• **Aim of the task**: An exact copy of the whole listing is required.

• **Study material**:
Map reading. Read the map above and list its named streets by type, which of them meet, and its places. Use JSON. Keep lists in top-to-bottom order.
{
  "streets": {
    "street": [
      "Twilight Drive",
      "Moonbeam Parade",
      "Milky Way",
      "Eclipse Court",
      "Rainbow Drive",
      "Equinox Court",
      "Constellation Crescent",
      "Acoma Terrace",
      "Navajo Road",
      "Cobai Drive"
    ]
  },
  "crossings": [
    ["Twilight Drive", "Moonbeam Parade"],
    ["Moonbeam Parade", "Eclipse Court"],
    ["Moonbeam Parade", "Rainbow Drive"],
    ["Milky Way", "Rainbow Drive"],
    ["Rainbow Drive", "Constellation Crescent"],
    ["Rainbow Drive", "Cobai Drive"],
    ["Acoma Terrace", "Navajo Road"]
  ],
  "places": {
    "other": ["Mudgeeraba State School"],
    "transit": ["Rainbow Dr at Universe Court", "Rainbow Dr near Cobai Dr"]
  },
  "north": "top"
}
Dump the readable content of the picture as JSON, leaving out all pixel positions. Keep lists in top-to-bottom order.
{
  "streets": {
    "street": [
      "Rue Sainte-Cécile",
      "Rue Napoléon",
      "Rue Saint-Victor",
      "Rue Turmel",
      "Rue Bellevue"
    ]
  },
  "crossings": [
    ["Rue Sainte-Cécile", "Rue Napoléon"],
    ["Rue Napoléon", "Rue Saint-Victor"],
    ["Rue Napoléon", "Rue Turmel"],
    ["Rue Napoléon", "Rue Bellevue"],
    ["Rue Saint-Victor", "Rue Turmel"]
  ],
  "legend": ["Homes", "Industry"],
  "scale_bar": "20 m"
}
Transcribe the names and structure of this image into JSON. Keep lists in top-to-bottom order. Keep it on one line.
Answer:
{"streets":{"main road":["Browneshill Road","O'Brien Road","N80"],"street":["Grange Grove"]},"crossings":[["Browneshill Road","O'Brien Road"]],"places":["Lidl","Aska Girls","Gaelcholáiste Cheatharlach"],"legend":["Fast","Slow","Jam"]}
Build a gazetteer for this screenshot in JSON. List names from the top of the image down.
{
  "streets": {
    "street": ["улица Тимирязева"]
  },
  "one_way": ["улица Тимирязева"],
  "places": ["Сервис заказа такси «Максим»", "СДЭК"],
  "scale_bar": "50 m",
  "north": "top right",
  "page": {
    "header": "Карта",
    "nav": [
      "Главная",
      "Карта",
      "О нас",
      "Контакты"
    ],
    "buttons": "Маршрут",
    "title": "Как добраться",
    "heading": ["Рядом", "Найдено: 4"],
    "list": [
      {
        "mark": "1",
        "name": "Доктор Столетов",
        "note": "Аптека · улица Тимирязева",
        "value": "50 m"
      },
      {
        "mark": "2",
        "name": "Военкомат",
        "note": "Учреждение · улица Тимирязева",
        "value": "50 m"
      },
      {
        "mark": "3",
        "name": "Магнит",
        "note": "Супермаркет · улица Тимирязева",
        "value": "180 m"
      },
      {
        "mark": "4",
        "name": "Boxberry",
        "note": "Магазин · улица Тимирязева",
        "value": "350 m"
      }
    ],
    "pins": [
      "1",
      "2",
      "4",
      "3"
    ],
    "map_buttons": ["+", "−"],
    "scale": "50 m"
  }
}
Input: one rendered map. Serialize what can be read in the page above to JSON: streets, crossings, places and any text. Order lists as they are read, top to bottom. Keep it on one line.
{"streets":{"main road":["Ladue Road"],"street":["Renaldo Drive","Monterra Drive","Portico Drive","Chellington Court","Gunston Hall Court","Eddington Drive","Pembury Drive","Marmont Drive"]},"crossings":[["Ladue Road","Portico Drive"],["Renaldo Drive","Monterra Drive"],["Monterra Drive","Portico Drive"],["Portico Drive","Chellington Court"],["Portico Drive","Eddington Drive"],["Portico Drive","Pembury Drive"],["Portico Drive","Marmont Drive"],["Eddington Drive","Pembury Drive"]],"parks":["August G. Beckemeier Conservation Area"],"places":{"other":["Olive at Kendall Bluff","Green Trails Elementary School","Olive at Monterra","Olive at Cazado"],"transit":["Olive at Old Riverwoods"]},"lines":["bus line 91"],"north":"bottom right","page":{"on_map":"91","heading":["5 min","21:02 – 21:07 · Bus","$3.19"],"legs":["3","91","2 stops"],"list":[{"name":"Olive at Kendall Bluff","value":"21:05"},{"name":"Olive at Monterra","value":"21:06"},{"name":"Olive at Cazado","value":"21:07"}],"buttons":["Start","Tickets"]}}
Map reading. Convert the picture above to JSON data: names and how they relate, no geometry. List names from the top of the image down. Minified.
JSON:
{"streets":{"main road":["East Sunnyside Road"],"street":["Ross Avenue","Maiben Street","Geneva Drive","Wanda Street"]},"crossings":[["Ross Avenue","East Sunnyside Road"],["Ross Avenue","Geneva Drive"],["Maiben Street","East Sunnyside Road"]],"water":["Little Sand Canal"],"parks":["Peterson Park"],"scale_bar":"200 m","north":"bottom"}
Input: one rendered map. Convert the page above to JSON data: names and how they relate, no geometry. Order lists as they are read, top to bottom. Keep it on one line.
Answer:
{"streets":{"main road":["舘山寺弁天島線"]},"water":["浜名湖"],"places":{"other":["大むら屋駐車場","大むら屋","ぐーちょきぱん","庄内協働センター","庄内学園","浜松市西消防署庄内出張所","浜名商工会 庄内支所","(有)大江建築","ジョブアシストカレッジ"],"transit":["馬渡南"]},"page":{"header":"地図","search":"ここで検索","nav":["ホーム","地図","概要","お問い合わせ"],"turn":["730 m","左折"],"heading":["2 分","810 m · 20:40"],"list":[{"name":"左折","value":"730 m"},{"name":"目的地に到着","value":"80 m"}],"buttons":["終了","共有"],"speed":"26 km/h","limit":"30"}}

• **Expected answer**:
Map reading. Read the map above and list its named streets by type, which of them meet, and its places. Use JSON. Keep lists in top-to-bottom order.
{
  "streets": {
    "street": [
      "Twilight Drive",
      "Moonbeam Parade",
      "Milky Way",
      "Eclipse Court",
      "Rainbow Drive",
      "Equinox Court",
      "Constellation Crescent",
      "Acoma Terrace",
      "Navajo Road",
      "Cobai Drive"
    ]
  },
  "crossings": [
    ["Twilight Drive", "Moonbeam Parade"],
    ["Moonbeam Parade", "Eclipse Court"],
    ["Moonbeam Parade", "Rainbow Drive"],
    ["Milky Way", "Rainbow Drive"],
    ["Rainbow Drive", "Constellation Crescent"],
    ["Rainbow Drive", "Cobai Drive"],
    ["Acoma Terrace", "Navajo Road"]
  ],
  "places": {
    "other": ["Mudgeeraba State School"],
    "transit": ["Rainbow Dr at Universe Court", "Rainbow Dr near Cobai Dr"]
  },
  "north": "top"
}
Dump the readable content of the picture as JSON, leaving out all pixel positions. Keep lists in top-to-bottom order.
{
  "streets": {
    "street": [
      "Rue Sainte-Cécile",
      "Rue Napoléon",
      "Rue Saint-Victor",
      "Rue Turmel",
      "Rue Bellevue"
    ]
  },
  "crossings": [
    ["Rue Sainte-Cécile", "Rue Napoléon"],
    ["Rue Napoléon", "Rue Saint-Victor"],
    ["Rue Napoléon", "Rue Turmel"],
    ["Rue Napoléon", "Rue Bellevue"],
    ["Rue Saint-Victor", "Rue Turmel"]
  ],
  "legend": ["Homes", "Industry"],
  "scale_bar": "20 m"
}
Transcribe the names and structure of this image into JSON. Keep lists in top-to-bottom order. Keep it on one line.
Answer:
{"streets":{"main road":["Browneshill Road","O'Brien Road","N80"],"street":["Grange Grove"]},"crossings":[["Browneshill Road","O'Brien Road"]],"places":["Lidl","Aska Girls","Gaelcholáiste Cheatharlach"],"legend":["Fast","Slow","Jam"]}
Build a gazetteer for this screenshot in JSON. List names from the top of the image down.
{
  "streets": {
    "street": ["улица Тимирязева"]
  },
  "one_way": ["улица Тимирязева"],
  "places": ["Сервис заказа такси «Максим»", "СДЭК"],
  "scale_bar": "50 m",
  "north": "top right",
  "page": {
    "header": "Карта",
    "nav": [
      "Главная",
      "Карта",
      "О нас",
      "Контакты"
    ],
    "buttons": "Маршрут",
    "title": "Как добраться",
    "heading": ["Рядом", "Найдено: 4"],
    "list": [
      {
        "mark": "1",
        "name": "Доктор Столетов",
        "note": "Аптека · улица Тимирязева",
        "value": "50 m"
      },
      {
        "mark": "2",
        "name": "Военкомат",
        "note": "Учреждение · улица Тимирязева",
        "value": "50 m"
      },
      {
        "mark": "3",
        "name": "Магнит",
        "note": "Супермаркет · улица Тимирязева",
        "value": "180 m"
      },
      {
        "mark": "4",
        "name": "Boxberry",
        "note": "Магазин · улица Тимирязева",
        "value": "350 m"
      }
    ],
    "pins": [
      "1",
      "2",
      "4",
      "3"
    ],
    "map_buttons": ["+", "−"],
    "scale": "50 m"
  }
}
Input: one rendered map. Serialize what can be read in the page above to JSON: streets, crossings, places and any text. Order lists as they are read, top to bottom. Keep it on one line.
{"streets":{"main road":["Ladue Road"],"street":["Renaldo Drive","Monterra Drive","Portico Drive","Chellington Court","Gunston Hall Court","Eddington Drive","Pembury Drive","Marmont Drive"]},"crossings":[["Ladue Road","Portico Drive"],["Renaldo Drive","Monterra Drive"],["Monterra Drive","Portico Drive"],["Portico Drive","Chellington Court"],["Portico Drive","Eddington Drive"],["Portico Drive","Pembury Drive"],["Portico Drive","Marmont Drive"],["Eddington Drive","Pembury Drive"]],"parks":["August G. Beckemeier Conservation Area"],"places":{"other":["Olive at Kendall Bluff","Green Trails Elementary School","Olive at Monterra","Olive at Cazado"],"transit":["Olive at Old Riverwoods"]},"lines":["bus line 91"],"north":"bottom right","page":{"on_map":"91","heading":["5 min","21:02 – 21:07 · Bus","$3.19"],"legs":["3","91","2 stops"],"list":[{"name":"Olive at Kendall Bluff","value":"21:05"},{"name":"Olive at Monterra","value":"21:06"},{"name":"Olive at Cazado","value":"21:07"}],"buttons":["Start","Tickets"]}}
Map reading. Convert the picture above to JSON data: names and how they relate, no geometry. List names from the top of the image down. Minified.
JSON:
{"streets":{"main road":["East Sunnyside Road"],"street":["Ross Avenue","Maiben Street","Geneva Drive","Wanda Street"]},"crossings":[["Ross Avenue","East Sunnyside Road"],["Ross Avenue","Geneva Drive"],["Maiben Street","East Sunnyside Road"]],"water":["Little Sand Canal"],"parks":["Peterson Park"],"scale_bar":"200 m","north":"bottom"}
Input: one rendered map. Convert the page above to JSON data: names and how they relate, no geometry. Order lists as they are read, top to bottom. Keep it on one line.
Answer:
{"streets":{"main road":["舘山寺弁天島線"]},"water":["浜名湖"],"places":{"other":["大むら屋駐車場","大むら屋","ぐーちょきぱん","庄内協働センター","庄内学園","浜松市西消防署庄内出張所","浜名商工会 庄内支所","(有)大江建築","ジョブアシストカレッジ"],"transit":["馬渡南"]},"page":{"header":"地図","search":"ここで検索","nav":["ホーム","地図","概要","お問い合わせ"],"turn":["730 m","左折"],"heading":["2 分","810 m · 20:40"],"list":[{"name":"左折","value":"730 m"},{"name":"目的地に到着","value":"80 m"}],"buttons":["終了","共有"],"speed":"26 km/h","limit":"30"}}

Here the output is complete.